Where in the data below does the word "right" appear? Copy every line that has it.
----- Data listing
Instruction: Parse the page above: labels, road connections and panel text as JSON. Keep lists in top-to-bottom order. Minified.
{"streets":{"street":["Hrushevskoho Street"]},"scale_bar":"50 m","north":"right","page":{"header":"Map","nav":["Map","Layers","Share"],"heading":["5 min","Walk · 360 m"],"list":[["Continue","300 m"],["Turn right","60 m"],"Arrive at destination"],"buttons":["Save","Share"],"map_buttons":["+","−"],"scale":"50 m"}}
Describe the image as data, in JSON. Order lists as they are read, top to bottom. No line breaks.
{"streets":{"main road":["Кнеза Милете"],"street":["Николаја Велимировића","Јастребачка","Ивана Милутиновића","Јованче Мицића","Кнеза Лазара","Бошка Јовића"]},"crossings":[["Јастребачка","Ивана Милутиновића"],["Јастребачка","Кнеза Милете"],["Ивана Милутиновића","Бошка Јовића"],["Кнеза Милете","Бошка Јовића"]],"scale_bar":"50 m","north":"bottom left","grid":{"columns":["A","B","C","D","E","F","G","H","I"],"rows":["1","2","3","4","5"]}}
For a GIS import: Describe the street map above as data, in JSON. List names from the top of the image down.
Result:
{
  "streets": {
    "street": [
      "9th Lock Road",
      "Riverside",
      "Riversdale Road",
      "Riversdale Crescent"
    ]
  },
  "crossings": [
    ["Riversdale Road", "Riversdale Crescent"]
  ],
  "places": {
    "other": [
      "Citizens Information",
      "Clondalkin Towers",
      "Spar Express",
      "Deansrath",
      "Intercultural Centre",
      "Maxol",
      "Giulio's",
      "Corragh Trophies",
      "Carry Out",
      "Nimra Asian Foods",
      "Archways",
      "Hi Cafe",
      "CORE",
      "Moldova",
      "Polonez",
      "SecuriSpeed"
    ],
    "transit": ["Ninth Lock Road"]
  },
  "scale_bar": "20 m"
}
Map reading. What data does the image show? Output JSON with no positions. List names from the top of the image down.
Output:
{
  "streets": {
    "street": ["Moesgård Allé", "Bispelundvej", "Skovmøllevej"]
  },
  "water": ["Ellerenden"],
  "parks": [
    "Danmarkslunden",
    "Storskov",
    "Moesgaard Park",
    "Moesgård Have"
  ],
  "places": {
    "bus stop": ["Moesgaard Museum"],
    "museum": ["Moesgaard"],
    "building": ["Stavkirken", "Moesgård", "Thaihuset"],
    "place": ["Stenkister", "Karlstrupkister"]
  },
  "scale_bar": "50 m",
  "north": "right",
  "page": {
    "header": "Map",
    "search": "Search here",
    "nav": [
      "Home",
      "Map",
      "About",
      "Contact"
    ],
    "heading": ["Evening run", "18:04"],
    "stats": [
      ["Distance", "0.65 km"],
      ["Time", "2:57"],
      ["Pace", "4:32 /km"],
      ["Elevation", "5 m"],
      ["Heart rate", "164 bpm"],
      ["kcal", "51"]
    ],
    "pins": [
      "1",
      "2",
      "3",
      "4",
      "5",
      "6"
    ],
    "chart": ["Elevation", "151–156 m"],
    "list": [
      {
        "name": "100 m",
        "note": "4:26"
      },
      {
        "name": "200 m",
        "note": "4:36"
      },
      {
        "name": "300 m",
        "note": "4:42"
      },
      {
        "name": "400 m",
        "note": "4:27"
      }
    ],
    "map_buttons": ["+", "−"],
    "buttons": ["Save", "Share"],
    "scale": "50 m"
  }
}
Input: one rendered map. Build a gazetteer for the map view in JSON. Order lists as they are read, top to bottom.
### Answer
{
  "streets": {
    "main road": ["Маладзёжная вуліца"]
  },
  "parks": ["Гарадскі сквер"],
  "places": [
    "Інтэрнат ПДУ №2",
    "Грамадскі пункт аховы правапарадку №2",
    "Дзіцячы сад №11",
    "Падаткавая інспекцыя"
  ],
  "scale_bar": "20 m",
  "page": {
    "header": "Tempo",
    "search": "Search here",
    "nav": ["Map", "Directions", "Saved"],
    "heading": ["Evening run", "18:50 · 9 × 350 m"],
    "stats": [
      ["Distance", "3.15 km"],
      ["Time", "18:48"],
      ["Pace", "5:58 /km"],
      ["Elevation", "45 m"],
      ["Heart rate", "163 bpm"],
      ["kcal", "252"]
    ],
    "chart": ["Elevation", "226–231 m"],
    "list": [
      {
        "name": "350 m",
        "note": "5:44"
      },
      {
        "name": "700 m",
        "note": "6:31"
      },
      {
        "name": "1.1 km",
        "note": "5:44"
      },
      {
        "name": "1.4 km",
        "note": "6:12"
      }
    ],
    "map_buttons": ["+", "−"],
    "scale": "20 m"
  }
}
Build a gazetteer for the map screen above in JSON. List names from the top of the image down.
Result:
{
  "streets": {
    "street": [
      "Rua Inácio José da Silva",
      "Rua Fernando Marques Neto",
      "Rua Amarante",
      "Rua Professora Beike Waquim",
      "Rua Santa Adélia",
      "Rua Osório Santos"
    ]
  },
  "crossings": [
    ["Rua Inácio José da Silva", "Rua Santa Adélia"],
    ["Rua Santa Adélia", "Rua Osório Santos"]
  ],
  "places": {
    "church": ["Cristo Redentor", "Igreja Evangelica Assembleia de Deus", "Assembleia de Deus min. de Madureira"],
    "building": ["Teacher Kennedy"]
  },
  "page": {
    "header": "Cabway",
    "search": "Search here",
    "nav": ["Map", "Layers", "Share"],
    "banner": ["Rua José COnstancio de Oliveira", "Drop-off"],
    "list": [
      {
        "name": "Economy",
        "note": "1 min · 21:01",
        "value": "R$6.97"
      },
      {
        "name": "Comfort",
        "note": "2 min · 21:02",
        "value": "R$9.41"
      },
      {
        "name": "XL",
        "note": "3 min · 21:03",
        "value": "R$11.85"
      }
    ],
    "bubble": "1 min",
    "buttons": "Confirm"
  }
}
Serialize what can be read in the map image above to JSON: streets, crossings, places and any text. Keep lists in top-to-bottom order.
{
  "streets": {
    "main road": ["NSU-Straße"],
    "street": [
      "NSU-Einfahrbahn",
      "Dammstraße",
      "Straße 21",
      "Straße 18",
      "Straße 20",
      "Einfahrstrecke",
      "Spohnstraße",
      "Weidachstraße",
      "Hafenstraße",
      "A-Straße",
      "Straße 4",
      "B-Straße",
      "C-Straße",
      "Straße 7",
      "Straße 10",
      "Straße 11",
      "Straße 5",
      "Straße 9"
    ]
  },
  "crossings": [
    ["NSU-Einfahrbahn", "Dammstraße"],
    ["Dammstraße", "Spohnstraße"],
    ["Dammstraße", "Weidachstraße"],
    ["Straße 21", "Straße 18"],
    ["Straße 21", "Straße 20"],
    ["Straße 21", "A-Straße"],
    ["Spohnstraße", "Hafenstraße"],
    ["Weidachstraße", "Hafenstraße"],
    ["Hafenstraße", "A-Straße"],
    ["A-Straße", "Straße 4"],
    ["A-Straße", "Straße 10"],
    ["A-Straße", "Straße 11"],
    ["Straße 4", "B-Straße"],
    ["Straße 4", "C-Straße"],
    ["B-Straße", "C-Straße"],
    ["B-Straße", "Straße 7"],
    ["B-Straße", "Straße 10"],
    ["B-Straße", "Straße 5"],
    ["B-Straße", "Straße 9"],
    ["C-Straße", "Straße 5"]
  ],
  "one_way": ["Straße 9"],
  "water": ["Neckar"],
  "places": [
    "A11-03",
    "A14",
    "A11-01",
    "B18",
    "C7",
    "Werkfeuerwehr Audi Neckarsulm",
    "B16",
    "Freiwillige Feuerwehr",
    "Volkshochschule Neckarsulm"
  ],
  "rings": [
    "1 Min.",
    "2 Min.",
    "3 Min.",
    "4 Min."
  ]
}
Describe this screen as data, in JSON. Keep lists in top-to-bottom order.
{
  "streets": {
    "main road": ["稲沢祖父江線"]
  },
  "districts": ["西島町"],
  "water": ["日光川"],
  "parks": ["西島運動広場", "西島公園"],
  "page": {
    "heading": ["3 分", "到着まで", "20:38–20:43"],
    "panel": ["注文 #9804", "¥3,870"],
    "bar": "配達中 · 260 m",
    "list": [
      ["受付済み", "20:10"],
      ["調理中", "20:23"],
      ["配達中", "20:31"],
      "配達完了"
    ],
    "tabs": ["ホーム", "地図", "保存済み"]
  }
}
----------
**Response for this exercise:**
{"streets":{"street":["Hrushevskoho Street"]},"scale_bar":"50 m","north":"right","page":{"header":"Map","nav":["Map","Layers","Share"],"heading":["5 min","Walk · 360 m"],"list":[["Continue","300 m"],["Turn right","60 m"],"Arrive at destination"],"buttons":["Save","Share"],"map_buttons":["+","−"],"scale":"50 m"}}
  "north": "right",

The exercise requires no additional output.